On all DC/OS agents:

  1. Navigate to the /opt/mesosphere/lib directory and delete this library file. Deleting this file will prevent conflicts.

      libltdl.so.7
    
  2. Download and run the node upgrade script.

    curl -O <Node upgrade script URL>
    sudo bash dcos_node_upgrade.sh
    
  3. Verify that the upgrade script succeeded and exited with the status code 0.

    echo $?
    0
    
  4. Validate the upgrade.

    • Verify that curl http://<dcos_agent_private_ip>:5051/metrics/snapshot has the metric slave/registered with a value of 1.
    • Monitor the Mesos UI to verify that the upgraded node rejoins the DC/OS cluster and that tasks are reconciled (http://<master-ip>/mesos). If you are upgrading from permissive to strict mode, this URL will be https://<master-ip>/mesos.

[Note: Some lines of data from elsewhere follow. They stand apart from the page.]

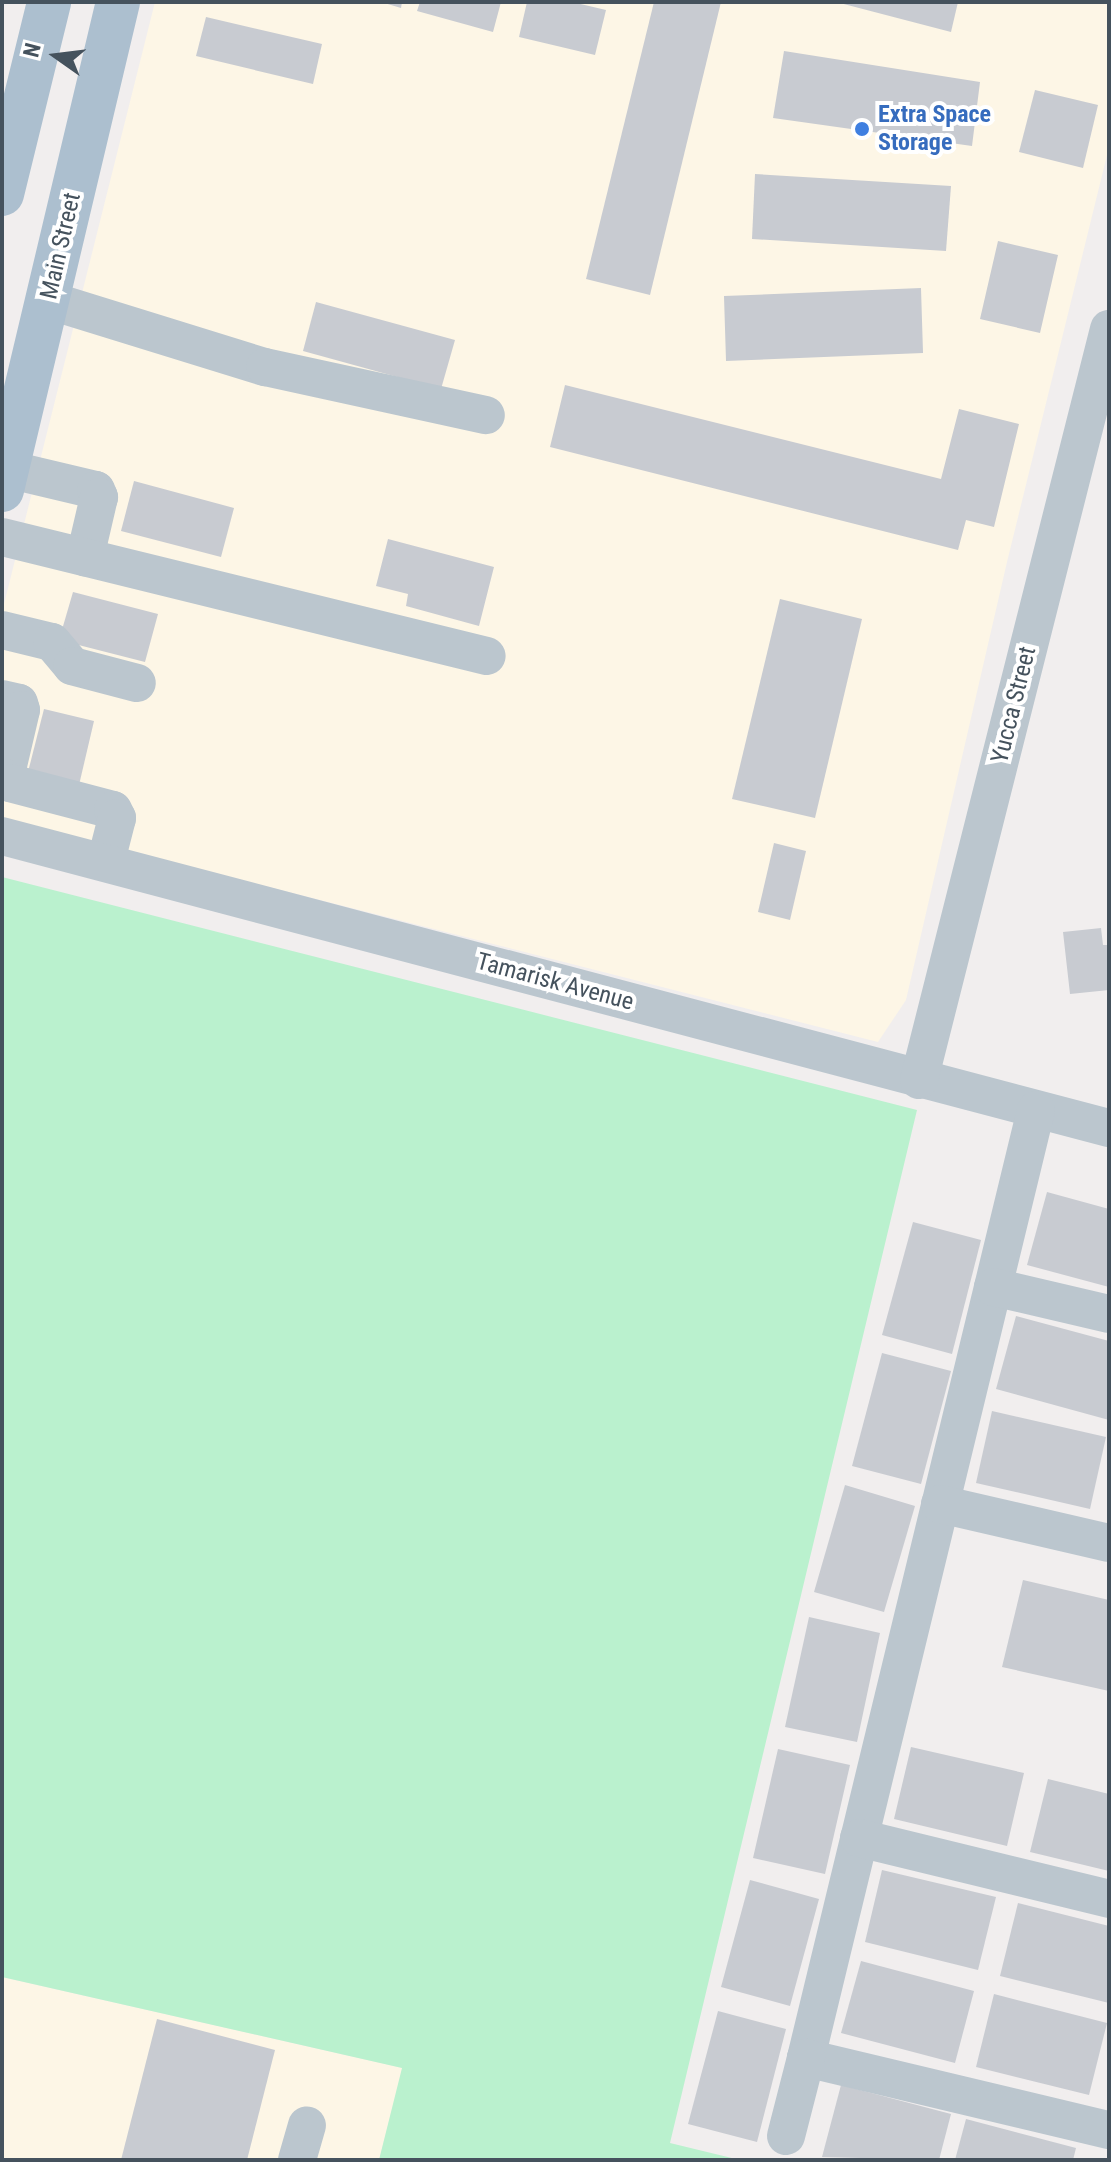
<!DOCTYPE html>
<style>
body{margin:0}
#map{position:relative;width:1111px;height:2162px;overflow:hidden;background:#f1eeee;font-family:"Roboto Condensed",sans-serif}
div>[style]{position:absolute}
.commercial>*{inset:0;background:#fdf6e6}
.green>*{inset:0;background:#baf1ce}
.building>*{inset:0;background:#c8cbd1}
.minor>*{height:38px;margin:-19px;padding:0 19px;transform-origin:19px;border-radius:19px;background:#bbc6ce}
.major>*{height:44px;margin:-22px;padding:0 22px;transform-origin:22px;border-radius:22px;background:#acbfcf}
.dots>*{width:22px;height:22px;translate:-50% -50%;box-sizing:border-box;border:4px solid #fff;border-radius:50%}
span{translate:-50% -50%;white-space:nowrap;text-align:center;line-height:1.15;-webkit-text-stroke:8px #fff;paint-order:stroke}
.shop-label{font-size:24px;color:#366cbe;font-weight:700}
.left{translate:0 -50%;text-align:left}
.street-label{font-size:24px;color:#45525d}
.frame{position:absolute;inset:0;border:4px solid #45525d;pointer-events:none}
.north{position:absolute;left:16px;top:16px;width:80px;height:80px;-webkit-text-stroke:6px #fff;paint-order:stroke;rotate:284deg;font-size:22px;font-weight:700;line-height:32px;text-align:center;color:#45525d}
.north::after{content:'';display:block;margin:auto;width:28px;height:36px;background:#45525d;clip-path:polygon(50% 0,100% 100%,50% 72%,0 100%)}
</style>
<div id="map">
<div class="commercial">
<div style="clip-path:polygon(155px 2px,1109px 2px,1109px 147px,1007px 562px,906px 1000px,878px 1042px,2px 819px,2px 612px)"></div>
<div style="clip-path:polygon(2px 1977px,403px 2068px,379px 2160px,2px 2160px)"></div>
</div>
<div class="green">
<div style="clip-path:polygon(2px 877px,917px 1110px,670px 2143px,740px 2160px,379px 2160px,402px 2068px,2px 1977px)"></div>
</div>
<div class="building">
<div style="clip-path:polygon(381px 2px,402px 2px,401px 8px)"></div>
<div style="clip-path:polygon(420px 2px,501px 2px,493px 32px,417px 11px)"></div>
<div style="clip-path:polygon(527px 2px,572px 2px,606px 10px,595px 55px,519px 37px)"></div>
<div style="clip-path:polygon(654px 2px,721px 2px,650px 295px,586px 279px)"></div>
<div style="clip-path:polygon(836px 2px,958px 2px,951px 32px)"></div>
<div style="clip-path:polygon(206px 17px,322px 44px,313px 84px,196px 56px)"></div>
<div style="clip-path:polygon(784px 51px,980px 82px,972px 146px,773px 118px)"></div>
<div style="clip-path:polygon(1035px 90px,1098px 105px,1083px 168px,1019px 152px)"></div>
<div style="clip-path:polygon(755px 174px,951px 186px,946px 251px,752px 239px)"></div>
<div style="clip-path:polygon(998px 241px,1058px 255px,1040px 333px,980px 319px)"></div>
<div style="clip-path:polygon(921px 288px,923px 353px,726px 361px,724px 296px)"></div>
<div style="clip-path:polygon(316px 302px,455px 340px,441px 389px,303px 351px)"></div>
<div style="clip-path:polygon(565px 385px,941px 479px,959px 409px,1019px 424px,994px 527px,966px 520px,958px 550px,550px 447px)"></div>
<div style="clip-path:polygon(134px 481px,234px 508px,221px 557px,121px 531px)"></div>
<div style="clip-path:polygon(388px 539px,494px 567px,479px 626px,406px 606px,408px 594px,376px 586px)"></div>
<div style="clip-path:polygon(73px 592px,158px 614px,145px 662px,59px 640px)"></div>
<div style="clip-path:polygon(780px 599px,862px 619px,815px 818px,732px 799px)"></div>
<div style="clip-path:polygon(44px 709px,94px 721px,79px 785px,28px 772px)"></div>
<div style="clip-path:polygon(774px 843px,806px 851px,790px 920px,758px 912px)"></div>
<div style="clip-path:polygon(1101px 928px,1103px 945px,1109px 945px,1109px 990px,1070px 994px,1063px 932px)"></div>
<div style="clip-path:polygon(1047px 1192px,1109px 1209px,1109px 1287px,1027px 1265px)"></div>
<div style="clip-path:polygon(913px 1222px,981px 1240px,952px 1354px,882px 1335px)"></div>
<div style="clip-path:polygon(1016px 1316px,1109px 1341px,1109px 1420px,996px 1389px)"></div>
<div style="clip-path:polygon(882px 1353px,951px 1371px,921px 1484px,852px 1466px)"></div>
<div style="clip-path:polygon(992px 1411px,1106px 1437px,1090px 1509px,976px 1483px)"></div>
<div style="clip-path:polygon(845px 1485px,915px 1506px,884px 1612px,814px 1592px)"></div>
<div style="clip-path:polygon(1023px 1580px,1109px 1600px,1109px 1691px,1002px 1667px)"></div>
<div style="clip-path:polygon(809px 1617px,880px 1633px,857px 1742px,785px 1727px)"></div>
<div style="clip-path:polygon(911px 1747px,1024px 1773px,1007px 1846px,894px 1819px)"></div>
<div style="clip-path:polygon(778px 1749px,850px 1765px,825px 1874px,753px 1858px)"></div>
<div style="clip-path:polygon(1048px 1779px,1109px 1794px,1109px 1871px,1030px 1852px)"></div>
<div style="clip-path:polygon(882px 1870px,996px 1897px,978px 1970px,865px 1942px)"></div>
<div style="clip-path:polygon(750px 1880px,819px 1899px,790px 2006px,721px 1987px)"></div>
<div style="clip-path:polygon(1018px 1903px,1109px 1926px,1109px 2003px,1000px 1976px)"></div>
<div style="clip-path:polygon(861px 1961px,974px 1991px,955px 2063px,841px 2033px)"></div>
<div style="clip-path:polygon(994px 1994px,1107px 2023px,1089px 2095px,976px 2067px)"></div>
<div style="clip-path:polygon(718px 2011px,786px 2029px,757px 2142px,688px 2124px)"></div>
<div style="clip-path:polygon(157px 2019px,275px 2050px,247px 2160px,121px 2160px)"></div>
<div style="clip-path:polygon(841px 2085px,951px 2114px,939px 2160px,822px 2157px)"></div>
<div style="clip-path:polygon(966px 2119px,1076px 2148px,1073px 2160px,955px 2160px)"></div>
</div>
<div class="minor">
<div style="left:48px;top:300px;width:227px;rotate:17.2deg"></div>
<div style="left:265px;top:367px;width:226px;rotate:12.3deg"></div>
<div style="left:7px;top:469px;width:91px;rotate:13.3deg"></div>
<div style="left:96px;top:490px;width:8px;rotate:67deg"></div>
<div style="left:99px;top:497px;width:62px;rotate:103.1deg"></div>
<div style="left:2px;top:537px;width:499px;rotate:13.8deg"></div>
<div style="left:2px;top:630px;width:51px;rotate:13.5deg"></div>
<div style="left:52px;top:642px;width:31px;rotate:50deg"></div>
<div style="left:72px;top:666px;width:67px;rotate:14.7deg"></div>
<div style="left:2px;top:699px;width:17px;rotate:13deg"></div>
<div style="left:19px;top:703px;width:7px;rotate:74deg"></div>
<div style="left:21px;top:710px;width:70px;rotate:103.2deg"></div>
<div style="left:5px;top:778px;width:7px;rotate:45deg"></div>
<div style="left:10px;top:783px;width:106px;rotate:14.7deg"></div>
<div style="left:113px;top:810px;width:9px;rotate:63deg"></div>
<div style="left:117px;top:818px;width:44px;rotate:104.3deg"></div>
<div style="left:2px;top:836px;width:1145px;rotate:14.78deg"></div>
<div style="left:919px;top:1080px;width:775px;rotate:-75.8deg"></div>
<div style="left:1036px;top:1110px;width:976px;rotate:103.64deg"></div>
<div style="left:806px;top:2058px;width:311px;rotate:13.4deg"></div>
<div style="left:993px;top:1287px;width:119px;rotate:13.1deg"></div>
<div style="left:940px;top:1504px;width:173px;rotate:13deg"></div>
<div style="left:859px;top:1838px;width:257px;rotate:13.7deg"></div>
<div style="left:786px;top:2136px;width:81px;rotate:-75.6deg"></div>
<div style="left:297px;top:2160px;width:36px;rotate:-74deg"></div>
</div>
<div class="major">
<div style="left:2px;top:194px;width:198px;rotate:-76.2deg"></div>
<div style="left:2px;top:490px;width:502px;rotate:-76.63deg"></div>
</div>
<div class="dots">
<div style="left:862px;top:129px;background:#3f7fe0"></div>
</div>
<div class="shop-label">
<span class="left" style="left:878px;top:129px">Extra Space<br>Storage</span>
</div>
<div class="street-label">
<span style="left:61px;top:246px;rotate:-77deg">Main Street</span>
<span style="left:1014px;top:705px;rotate:-76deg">Yucca Street</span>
<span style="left:555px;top:982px;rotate:15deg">Tamarisk Avenue</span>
</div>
<div class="frame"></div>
<div class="north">N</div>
</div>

Troubleshooting Recommendations

The following commands should provide insight into upgrade issues:

On All Cluster Nodes

sudo journalctl -u dcos-download
sudo journalctl -u dcos-spartan
sudo systemctl | grep dcos

If your upgrade fails because of a custom node or cluster check, run these commands for more details:

dcos-check-runner check node-poststart
dcos-check-runner check cluster

On DC/OS Masters

Enterprise

sudo journalctl -u dcos-exhibitor
less /opt/mesosphere/active/exhibitor/usr/zookeeper/zookeeper.out
sudo journalctl -u dcos-mesos-dns
sudo journalctl -u dcos-mesos-master

Open Source

sudo journalctl -u dcos-exhibitor
less /var/lib/dcos/exhibitor/zookeeper/zookeeper.out
sudo journalctl -u dcos-mesos-dns
sudo journalctl -u dcos-mesos-master

On DC/OS Agents

sudo journalctl -u dcos-mesos-slave

Notes:

  • Packages available in the DC/OS 2.2 Catalog are newer than those in the older versions of Catalog. Services are not automatically upgraded when DC/OS is installed because not all DC/OS services have upgrade paths that will preserve existing states.